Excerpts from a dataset
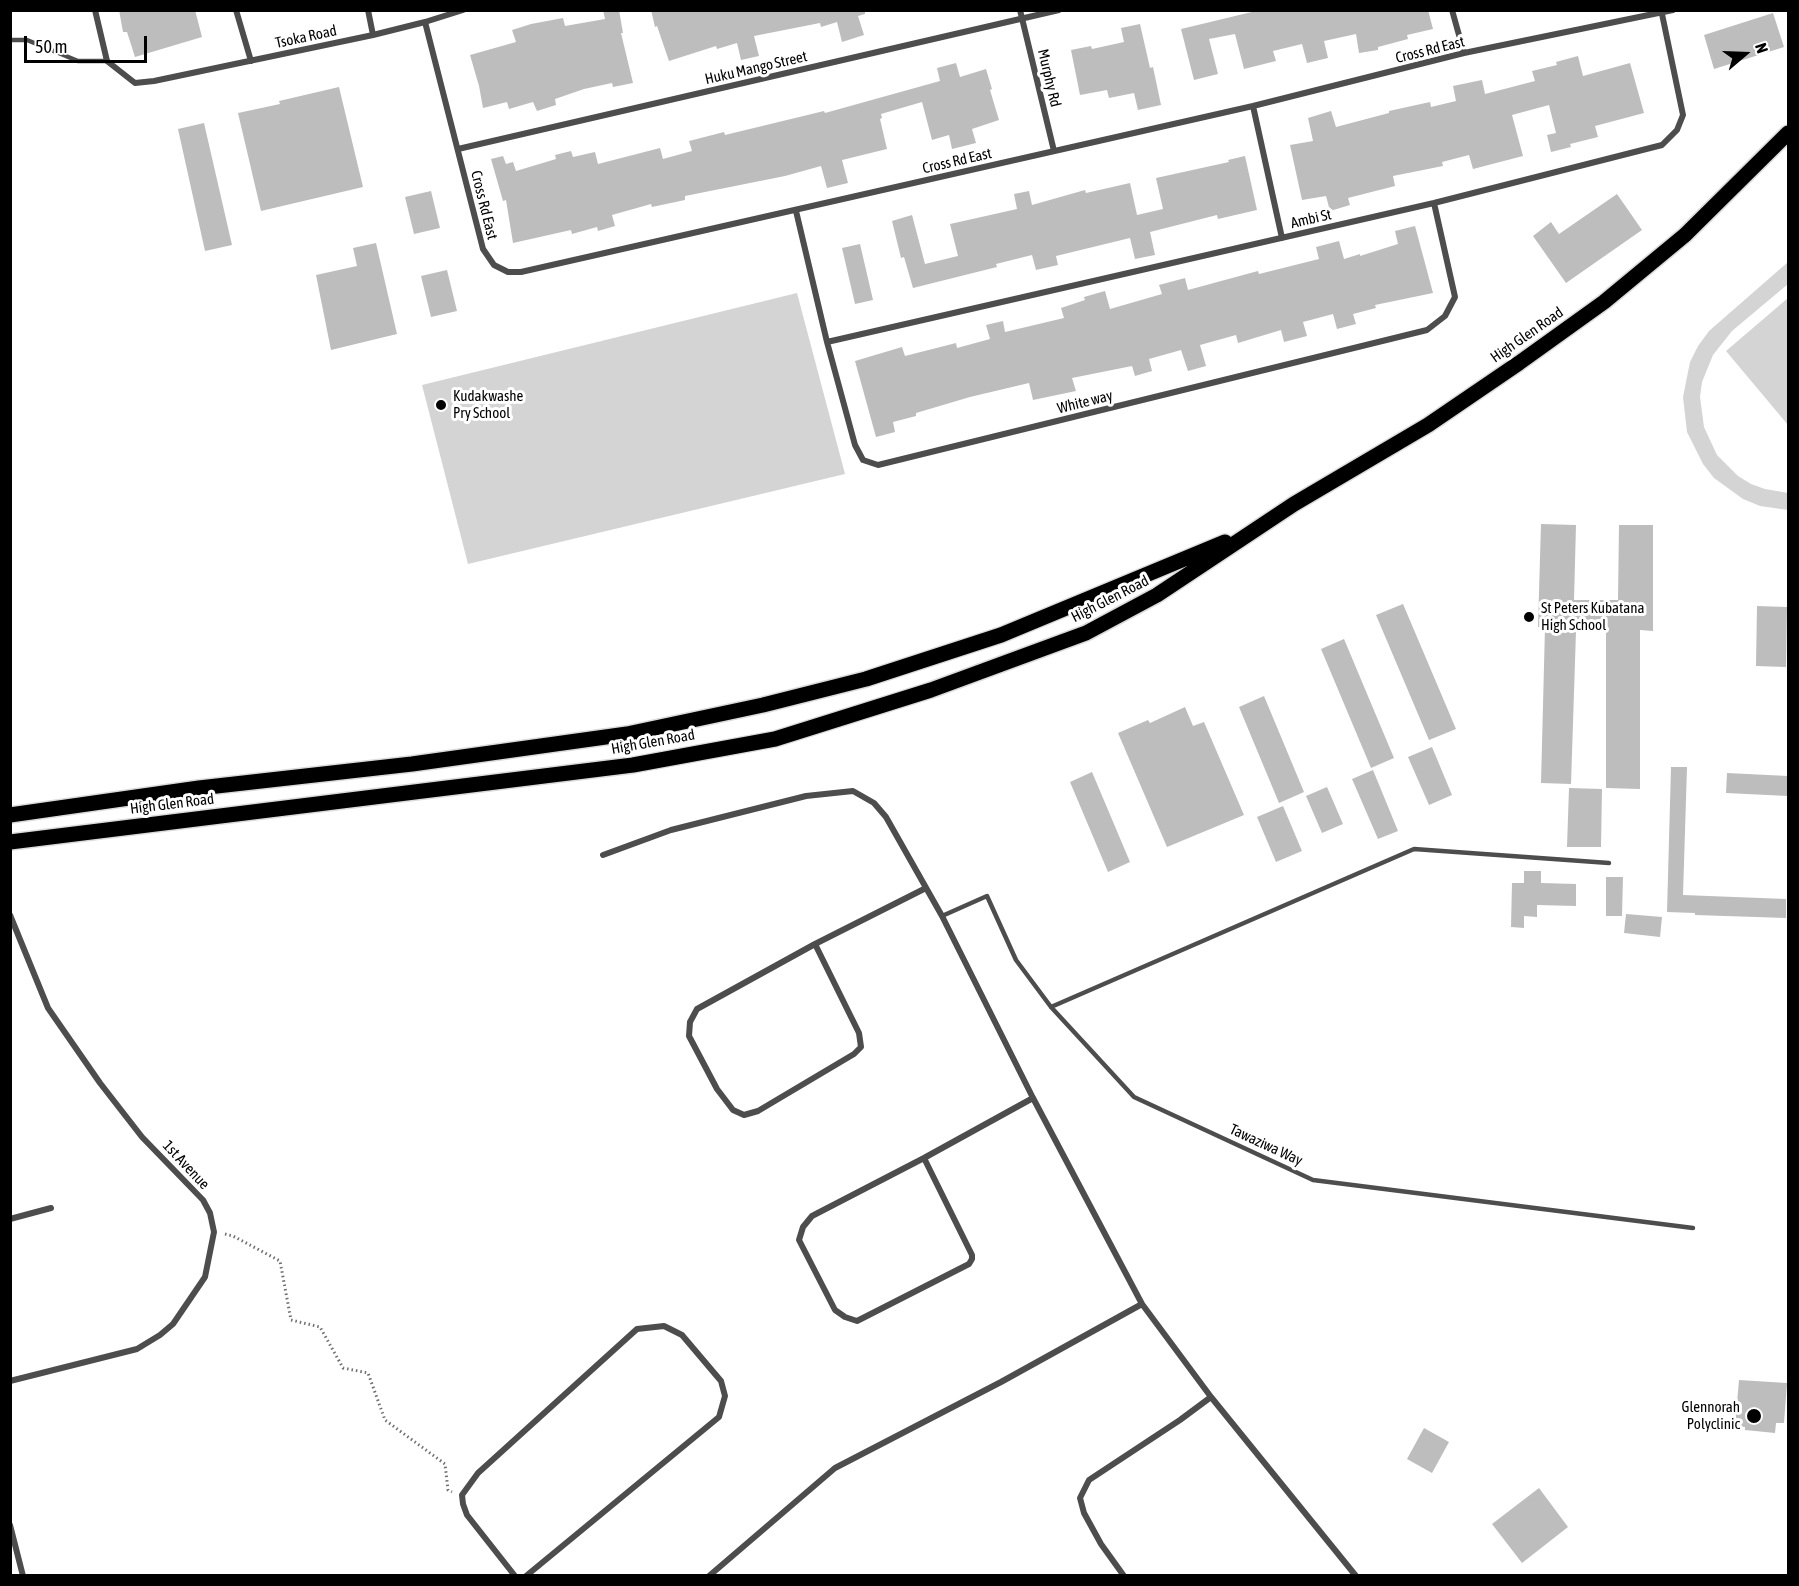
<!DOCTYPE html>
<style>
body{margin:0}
#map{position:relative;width:1799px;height:1586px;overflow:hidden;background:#fff;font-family:"Asap Condensed",sans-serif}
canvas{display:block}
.frame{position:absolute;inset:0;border:12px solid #000;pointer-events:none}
.north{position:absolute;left:1715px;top:24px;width:60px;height:60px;-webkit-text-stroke:4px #fff;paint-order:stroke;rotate:71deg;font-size:16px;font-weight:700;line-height:24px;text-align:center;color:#000}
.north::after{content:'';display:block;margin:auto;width:21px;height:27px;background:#000;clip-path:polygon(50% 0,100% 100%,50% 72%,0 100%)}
.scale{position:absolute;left:24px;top:36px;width:123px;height:27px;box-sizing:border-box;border:3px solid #000;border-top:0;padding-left:8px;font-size:18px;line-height:21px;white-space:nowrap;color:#000;-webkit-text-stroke:4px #fff;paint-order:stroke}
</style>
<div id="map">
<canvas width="1799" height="1586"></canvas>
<div class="frame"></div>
<div class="north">N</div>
<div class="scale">50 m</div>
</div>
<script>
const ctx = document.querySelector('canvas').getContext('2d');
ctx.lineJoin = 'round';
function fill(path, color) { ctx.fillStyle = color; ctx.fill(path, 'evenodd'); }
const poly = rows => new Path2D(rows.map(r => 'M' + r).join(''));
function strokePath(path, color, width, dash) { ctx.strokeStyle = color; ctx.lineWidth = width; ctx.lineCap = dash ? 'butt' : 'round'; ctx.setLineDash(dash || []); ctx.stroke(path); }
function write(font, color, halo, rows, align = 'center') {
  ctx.font = font + ' "Asap Condensed",sans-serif'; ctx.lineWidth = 6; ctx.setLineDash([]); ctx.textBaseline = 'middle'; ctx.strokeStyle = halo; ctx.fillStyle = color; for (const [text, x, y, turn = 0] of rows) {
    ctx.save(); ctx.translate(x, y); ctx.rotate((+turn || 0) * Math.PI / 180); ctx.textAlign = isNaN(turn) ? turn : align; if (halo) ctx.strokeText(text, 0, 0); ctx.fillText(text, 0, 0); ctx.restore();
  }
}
fill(poly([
 [1788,262,1788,284,1732,331,1713,355,1702,382,1700,397,1704,427,1717,455,1738,476,1751,484,1765,489,1788,493,1788,510,1760,506,1743,499,1714,478,1703,464,1687,432,1683,397,1690,362,1698,346,1709,331],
 [797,293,845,474,468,564,422,385],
 [1788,298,1788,425,1726,351]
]), '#d4d4d4');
fill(poly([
 [119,10,195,10,202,37,135,57,127,32,123,32],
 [603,10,619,10,623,33,621,33,633,83,613,87,612,83,584,89,555,99,556,105,537,111,533,102,509,109,507,102,483,108,479,86,470,55,516,42,512,30,531,24,563,18,565,26,605,19],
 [651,10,865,10,865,14,858,16,864,35,842,42,837,22,821,27,820,23,754,36,759,56,741,60,737,43,717,49,716,46,669,61,657,26,655,27],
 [1260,10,1428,10,1433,29,1407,35,1408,39,1378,47,1378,50,1359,53,1356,34,1324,41,1328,58,1307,63,1302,44,1273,51,1276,61,1244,69,1235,34,1209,39,1218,74,1194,80,1181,29],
 [1773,13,1784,47,1714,69,1704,35],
 [1140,24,1150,68,1153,67,1161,105,1138,110,1134,93,1109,98,1107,90,1080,95,1071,50,1091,46,1092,49,1124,42,1121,28],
 [1578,56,1583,76,1630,63,1644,113,1595,126,1598,137,1570,144,1571,147,1551,152,1547,135,1556,133,1549,105,1512,115,1523,156,1473,169,1469,155,1442,162,1443,166,1393,176,1395,186,1348,198,1350,205,1330,211,1326,196,1302,200,1290,145,1313,141,1308,118,1331,111,1336,127,1389,113,1389,111,1430,102,1431,107,1456,101,1453,86,1482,80,1485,94,1535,81,1532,71,1557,65,1556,62],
 [956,63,960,77,986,69,992,89,990,90,999,120,972,129,976,143,952,149,949,135,932,140,922,102,881,114,882,118,880,119,887,149,842,160,848,183,827,188,821,166,785,176,685,196,685,200,652,207,651,204,612,215,615,226,598,231,597,227,572,234,571,230,513,243,506,200,503,201,491,159,503,156,506,164,513,162,516,171,556,159,555,155,571,151,573,157,595,152,598,164,660,148,663,159,692,151,689,141,724,132,725,135,824,111,825,113,940,81,937,68],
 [339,87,363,187,261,211,238,113,280,104,279,101],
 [204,123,232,245,205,251,178,129],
 [1245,156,1257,210,1218,219,1217,215,1150,232,1155,255,1135,259,1130,238,1056,256,1058,265,1036,270,1032,255,996,264,997,267,913,288,904,257,901,258,892,221,912,215,925,264,958,256,950,224,1017,209,1014,194,1029,191,1032,205,1085,190,1086,193,1130,183,1137,215,1163,209,1156,178,1229,162,1228,160],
 [431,191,440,228,414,234,405,197],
 [1617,194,1642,230,1566,283,1533,236,1551,222,1559,234],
 [1415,226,1433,293,1375,305,1376,308,1353,314,1356,324,1337,329,1333,314,1303,322,1307,336,1284,342,1281,330,1238,343,1236,335,1200,345,1206,366,1188,371,1181,350,1149,359,1152,371,1135,376,1132,366,1072,378,1076,391,1033,400,1029,383,970,397,916,413,916,416,893,422,895,432,876,437,855,361,902,347,905,356,956,343,957,348,990,339,986,325,1003,321,1005,332,1064,318,1061,308,1085,300,1084,297,1105,291,1110,309,1162,294,1159,285,1185,278,1188,290,1258,271,1259,274,1319,259,1316,247,1339,241,1344,259,1360,254,1360,256,1398,244,1395,231],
 [376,243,397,334,331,350,316,275,357,266,353,248],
 [860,244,873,300,855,304,842,248],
 [447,270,457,311,431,317,421,276],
 [1541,524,1576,525,1574,600,1618,600,1619,525,1653,525,1653,631,1640,630,1640,789,1606,788,1606,631,1576,631,1571,784,1541,783,1545,627,1538,627],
 [1403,604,1456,729,1429,740,1376,615],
 [1757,606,1787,607,1786,667,1756,666],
 [1344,639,1394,758,1371,768,1321,649],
 [1264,696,1304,792,1279,803,1239,707],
 [1185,707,1193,726,1204,722,1244,815,1167,847,1118,733,1148,720,1150,723],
 [1432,747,1452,795,1429,805,1408,757],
 [1671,767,1687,767,1683,895,1786,899,1786,918,1695,915,1695,913,1667,912],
 [1373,770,1398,831,1378,839,1352,779],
 [1092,772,1130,862,1108,872,1070,782],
 [1727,773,1788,776,1788,796,1726,793],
 [1327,787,1343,824,1322,833,1306,796],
 [1569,788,1602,789,1601,847,1567,847],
 [1283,806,1302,851,1276,862,1257,817],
 [1524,871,1541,871,1541,883,1576,884,1576,906,1537,905,1537,917,1524,916,1524,928,1511,927,1512,883,1524,883],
 [1606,877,1623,877,1622,916,1606,916],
 [1626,914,1662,917,1660,937,1624,933],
 [1739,1380,1787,1383,1784,1423,1776,1423,1775,1433,1745,1430,1745,1427,1735,1426],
 [1424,1428,1449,1442,1432,1473,1407,1459],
 [1539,1488,1568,1527,1522,1563,1492,1524]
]), '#bdbdbd');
const primary = poly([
 [10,815,199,788,412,764,627,734,763,705,866,679,1001,635,1225,542],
 [10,842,633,765,775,739,931,690,1086,633,1157,595,1294,504,1428,425,1519,363,1604,302,1685,235,1788,133]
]);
strokePath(primary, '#dbdbdb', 18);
strokePath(poly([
 [225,1234,233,1236,280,1261,291,1320,320,1327,343,1368,368,1373,385,1420,445,1464,448,1490,452,1492]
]), '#6f6f6f', 3, [1.5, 3]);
strokePath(poly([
 [10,40,27,40,78,61,107,61],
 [942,916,987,896,1016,960,1051,1007,1134,1097,1313,1180,1693,1228],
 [1051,1007,1414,849,1609,863]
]), '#4d4d4d', 4.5);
strokePath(poly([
 [95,10,107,61,135,83,154,81,373,35,425,22,463,10],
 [236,10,251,61],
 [368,10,373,35],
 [1020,10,1054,151],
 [1452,10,1464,53],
 [425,22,483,249,494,265,508,272,521,272,1253,106,1464,53,1673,10],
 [1253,106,1282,238],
 [458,149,1059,10],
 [796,211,827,342,855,445,863,460,878,465,1427,330,1445,316,1455,297,1434,203],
 [827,342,1434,203,1662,145,1677,130,1683,115,1662,14],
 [603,855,671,830,806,796,853,791,874,803,886,817,942,916,1033,1098,1142,1304,1001,1382,835,1468,709,1576],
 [10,915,48,1008,100,1083,142,1137,203,1200,210,1213,214,1232,205,1277,173,1324,160,1335,137,1349,10,1381],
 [815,944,859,1033,861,1047,854,1054,758,1111,744,1115,733,1110,717,1089,689,1036,690,1022,697,1009,815,944,926,888],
 [924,1158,972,1255,972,1259,969,1264,857,1321,845,1317,835,1310,799,1240,803,1227,812,1216,924,1158,1033,1098],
 [10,1219,51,1208],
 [1142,1304,1211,1397,1356,1576],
 [10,1525,23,1576],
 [515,1576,467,1515,463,1504,462,1495,478,1473,637,1329,664,1326,682,1335,721,1381,725,1396,719,1417,526,1576],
 [1124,1576,1101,1544,1084,1513,1080,1498,1089,1480,1180,1420,1211,1397]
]), '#4d4d4d', 6);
strokePath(primary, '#000', 15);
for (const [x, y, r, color] of [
 [441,405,6,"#000"],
 [1529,617,6,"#000"],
 [1754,1416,8,"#000"]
]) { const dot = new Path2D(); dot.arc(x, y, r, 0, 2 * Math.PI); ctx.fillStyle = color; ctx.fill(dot); strokePath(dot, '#fff', 2); }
write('15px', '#000', '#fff', [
 ["Tsoka Road",306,37,-12],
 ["Cross Rd East",1430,50,-14],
 ["Huku Mango Street",756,68,-13],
 ["Murphy Rd",1049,78,77],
 ["Cross Rd East",957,161,-13],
 ["Cross Rd East",484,205,76],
 ["Ambi St",1311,219,-13],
 ["High Glen Road",1527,335,-35],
 ["White way",1085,402,-14],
 ["High Glen Road",1110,599,-27],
 ["High Glen Road",653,742,-10],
 ["High Glen Road",172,804,-7],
 ["Tawaziwa Way",1266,1145,25],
 ["1st Avenue",186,1165,47]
]);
write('15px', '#000', '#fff', [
 ["Kudakwashe",453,396],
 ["Pry School",453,413],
 ["St Peters Kubatana",1541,608],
 ["High School",1541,625],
 ["Glennorah",1740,1407,"right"],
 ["Polyclinic",1740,1424,"right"]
], 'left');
</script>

**TASK REQUIREMENTS**
In the records above, locate the lines holding the word "lineWidth". Copy each of them.

**EXERCISE ANSWER**
function strokePath(path, color, width, dash) { ctx.strokeStyle = color; ctx.lineWidth = width; ctx.lineCap = dash ? 'butt' : 'round'; ctx.setLineDash(dash || []); ctx.stroke(path); }
  ctx.font = font + ' "Asap Condensed",sans-serif'; ctx.lineWidth = 6; ctx.setLineDash([]); ctx.textBaseline = 'middle'; ctx.strokeStyle = halo; ctx.fillStyle = color; for (const [text, x, y, turn = 0] of rows) {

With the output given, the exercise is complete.